IDW Ties a Bow on 13 Years of Storytelling with Transformers: Historia
IDW ended their current iteration of Transformers continuity in November, with the universe shattering event, Unicron. In a comics landscape where Crises and Secret events under-deliver on threats to all of existence, it was a rare, true ending to 13 years of storytelling.
In Tranformers: Historia, Chris McFeely (editor of the Transformers wiki) chronicles the entirety of 13 years of IDW Transformers comics. It’s a useful companion to make sense of a complicated timeline of events crafted by dozens of contributors over those years.
It’s also weighty task, because… well… things got buck wild:
The “monster” was, in fact, the Functionalist-ruled Cybertron from the alternate universe Team Rodimus had previously visited, which the Functionalist Council had transformed into a giant robot form.
Props to any writer tasked with crafting that kind of summary.
This iteration of Transformers produced some of the best moments in the history of comics, particularly in the hands of scribes John Barber and James Roberts.

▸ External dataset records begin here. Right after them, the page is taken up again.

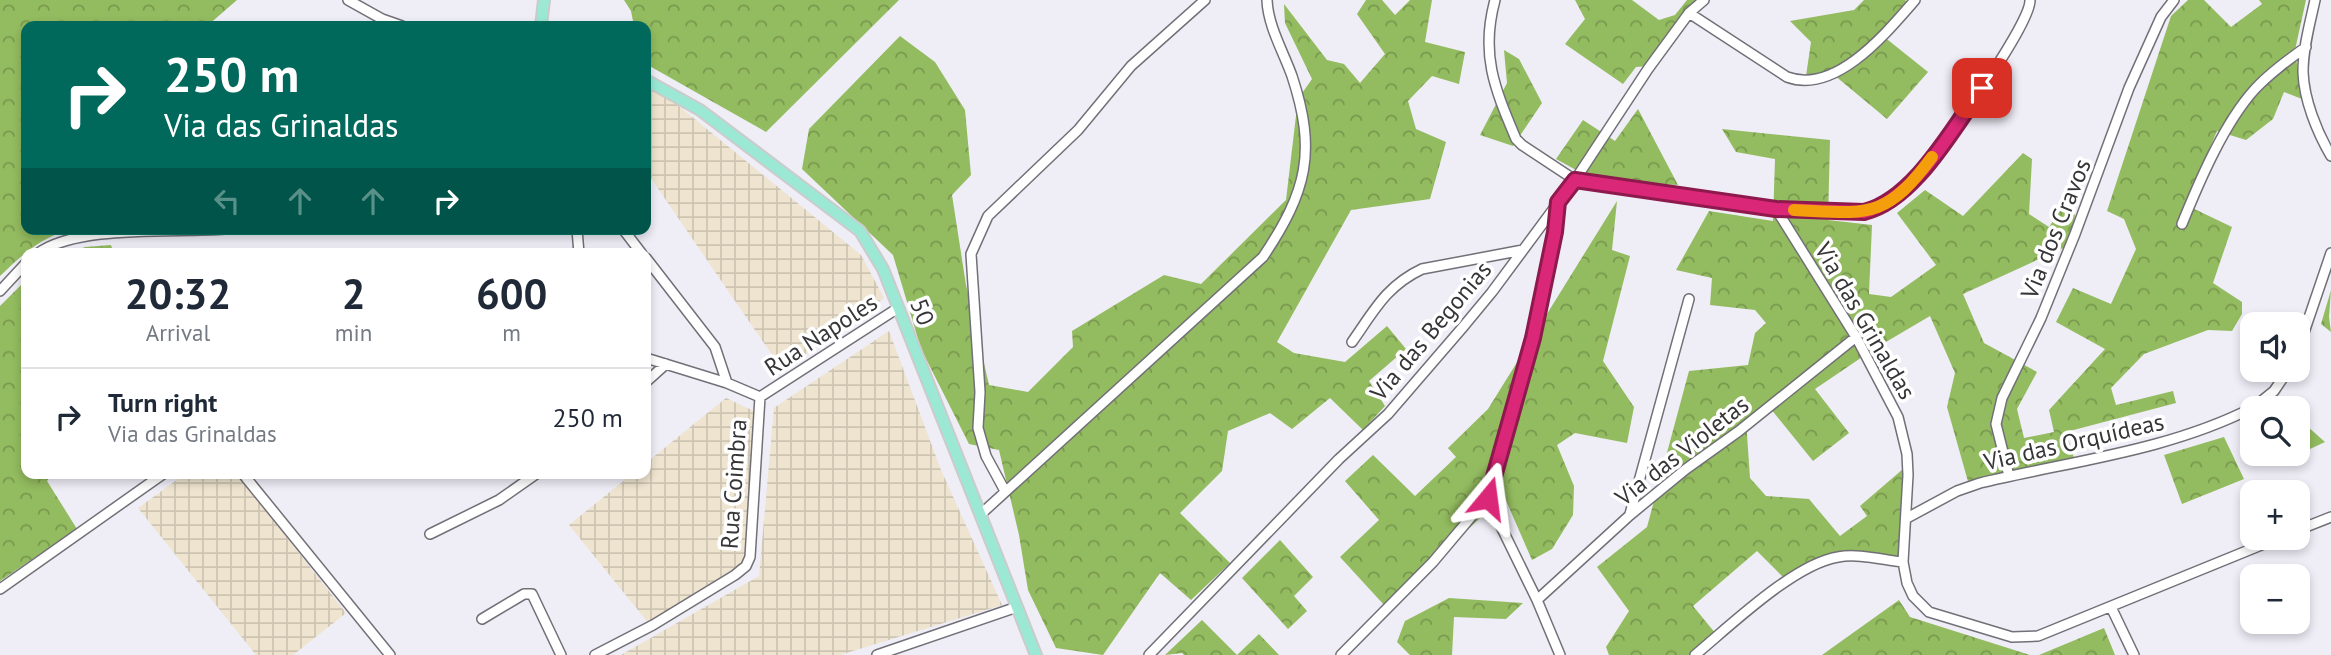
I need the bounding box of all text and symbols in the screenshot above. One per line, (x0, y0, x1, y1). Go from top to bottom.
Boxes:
text: 250 m (164, 42, 299, 106)
icon: right (49, 49, 140, 140)
pin (1952, 58, 2012, 118)
icon: arrive (1963, 69, 2001, 107)
text: Via das Grinaldas (164, 104, 399, 146)
street label: Via dos Cravos (2013, 154, 2098, 304)
icon: left (208, 182, 246, 220)
icon: ahead (281, 182, 319, 220)
icon: ahead (354, 182, 392, 220)
icon: right (427, 182, 465, 220)
street label: Via das Grinaldas (1808, 236, 1923, 405)
street label: Via das Begonias (1363, 254, 1498, 408)
text: 20:32 (125, 266, 231, 321)
text: 2 (342, 266, 365, 321)
text: 600 (476, 266, 547, 321)
street label: Rua Napoles (758, 287, 883, 383)
street label: 50 (903, 294, 942, 330)
map controls (2240, 312, 2310, 634)
button: sound (2240, 312, 2310, 382)
text: Arrival (146, 318, 210, 347)
text: min (335, 318, 372, 347)
text: m (502, 318, 521, 347)
text: Turn right (108, 386, 217, 419)
street label: Via das Violetas (1608, 389, 1755, 513)
button: search (2240, 396, 2310, 466)
icon: right (49, 398, 87, 436)
text: 250 m (552, 401, 623, 434)
street label: Via das Orquídeas (1980, 406, 2167, 477)
street label: Rua Coimbra (714, 418, 753, 550)
text: Via das Grinaldas (108, 419, 277, 448)
position arrow (1451, 461, 1525, 535)
button: + (2240, 480, 2310, 550)
button: − (2240, 564, 2310, 634)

Barber and Roberts pulled off one of the biggest status quo shakeups in the medium by taking Optimus Prime and Megatron off the board, and ending the war between the Autobots and Decepticons. They stripped away the entire basis of the Transformers universe, and it worked. The comic line became an insightful exploration of how a society built around war deals with peace (but also a comic where a crazed giant robot dinosaur fights a city that is also a transforming robot).
Transformers delivered the expected “transforming robots fight and things blow up” in spades. It also offered genuine laugh-out-loud moments. It made us catch feelings over space robot romance. It contained the only literal “jaw dropping moment” I’ve ever experienced in my 25+ years of reading comics. A comic based on a 30+ year old toy line had no business being this good, but it was.

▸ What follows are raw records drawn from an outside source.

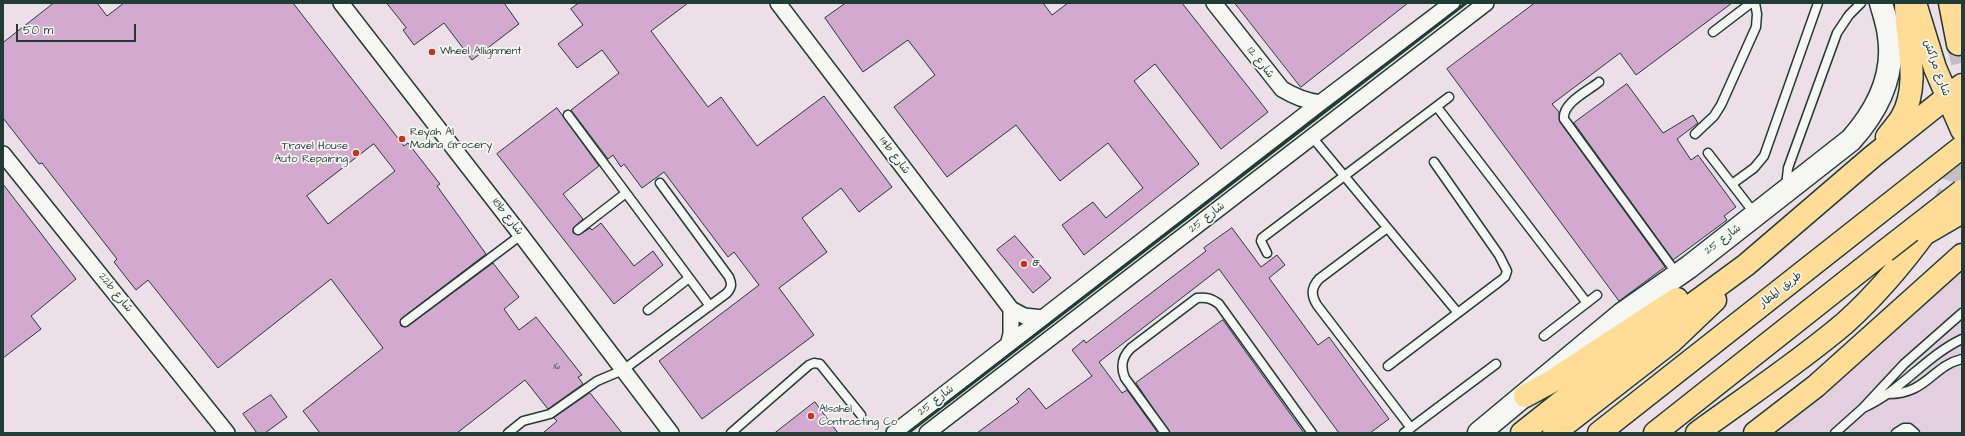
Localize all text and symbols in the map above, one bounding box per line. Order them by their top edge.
scale bar [18,16,138,42]
text: 50 m [23,22,53,39]
street label: شارع مراكش [1920,38,1952,98]
place label: Wheel Allignment [440,45,522,59]
street label: شارع 12 [1244,45,1276,81]
marker: Wheel Allignment [427,47,437,57]
place label: Reyah Al Madina Grocery [410,126,492,152]
marker: Reyah Al Madina Grocery [397,134,407,144]
street label: 14b شارع [876,135,912,177]
place label: Travel House Auto Repairing [274,140,348,166]
marker: Travel House Auto Repairing [351,148,361,158]
street label: 18b شارع [489,196,525,238]
street label: شارع 25 [1186,200,1228,236]
street label: شارع 25 [1702,222,1744,258]
place label: ச [1032,257,1040,271]
marker: ச [1019,259,1029,269]
street label: طريق المطار [1757,269,1805,311]
street label: 22b شارع [95,271,135,315]
house number: 16 [554,362,560,372]
street label: شارع 25 [915,383,957,419]
place label: Alsahel Contracting Co [819,403,897,429]
marker: Alsahel Contracting Co [806,411,816,421]

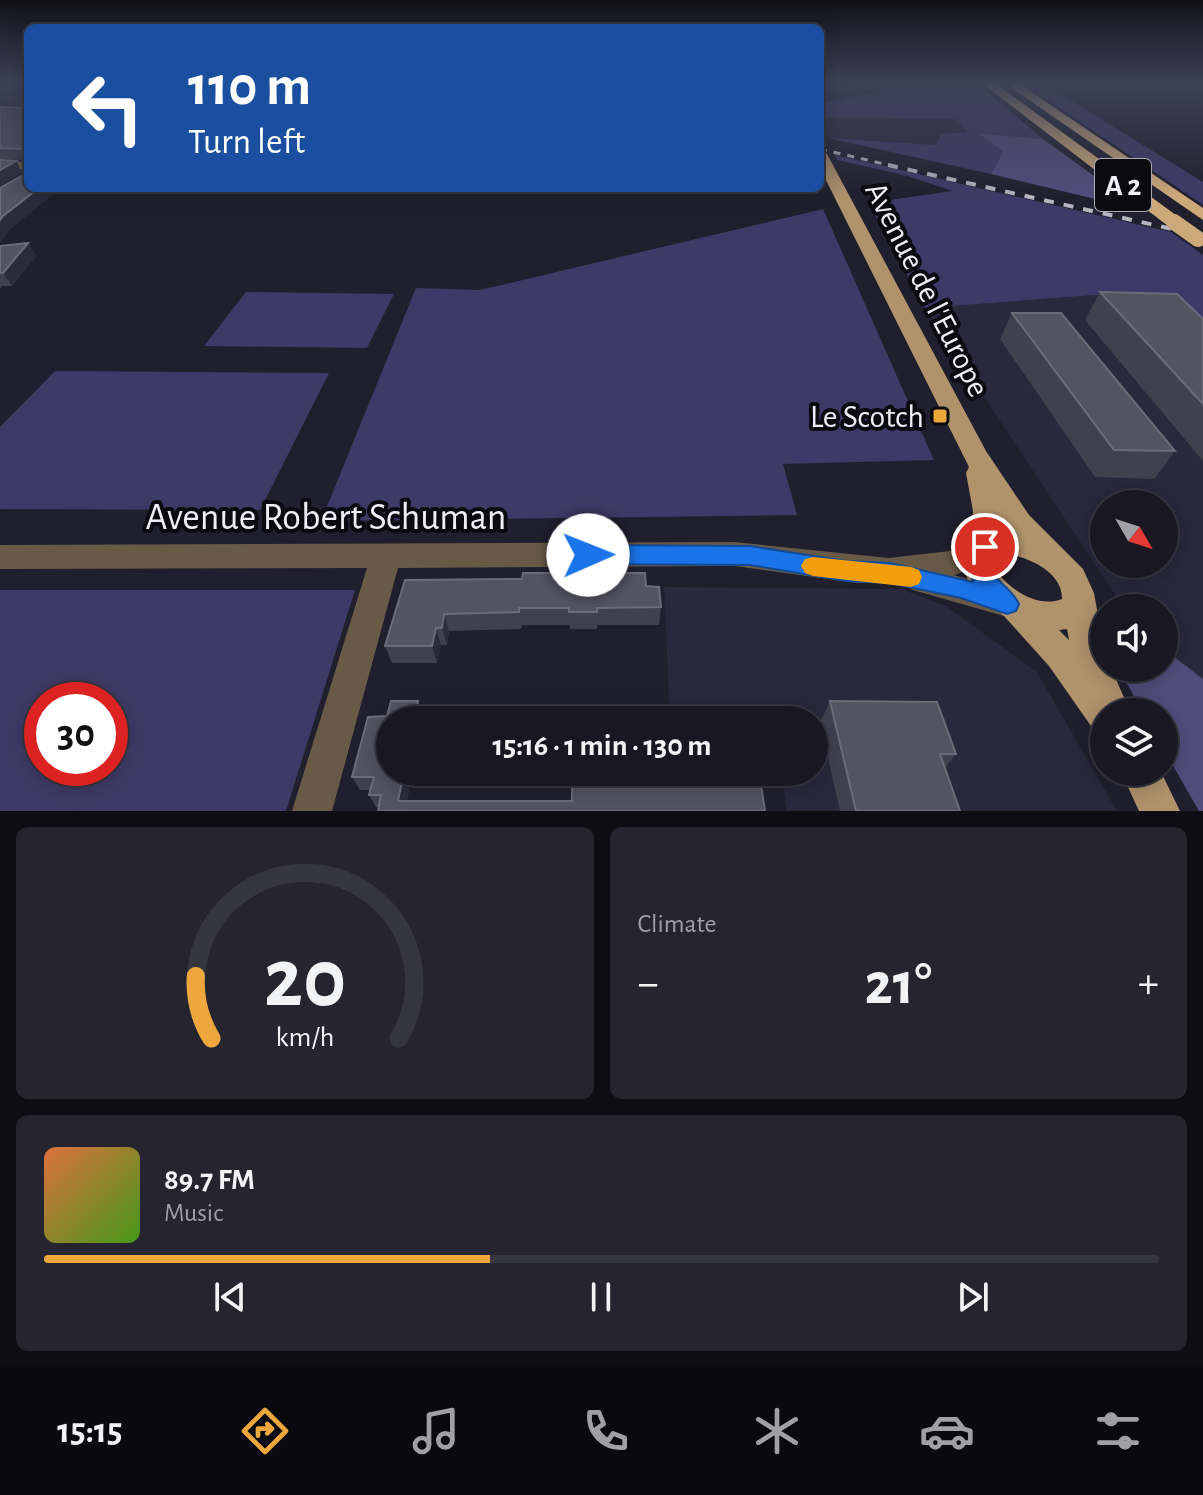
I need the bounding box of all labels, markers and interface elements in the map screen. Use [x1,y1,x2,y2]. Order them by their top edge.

They weren’t all winners. IDW wove together G.I. Joe, ROM, Micronauts, and a bunch of other toy properties into one universe, much to the expense of Transformers storytelling. Hunter O’Nion happened. We can argue over whether All Hail Megatron was any good. Historia doesn’t pass judgement, content with chronicling everything.
Transformers: Historia is an outstanding summary for the Transformer fan trying to makes sense of a complicated continuity. McFeely deftly navigates time travel, alternate universes, quantum duplicates, and retcons, crafting a definitive history at the end of a universe.
Transformers: Historia is in stores now.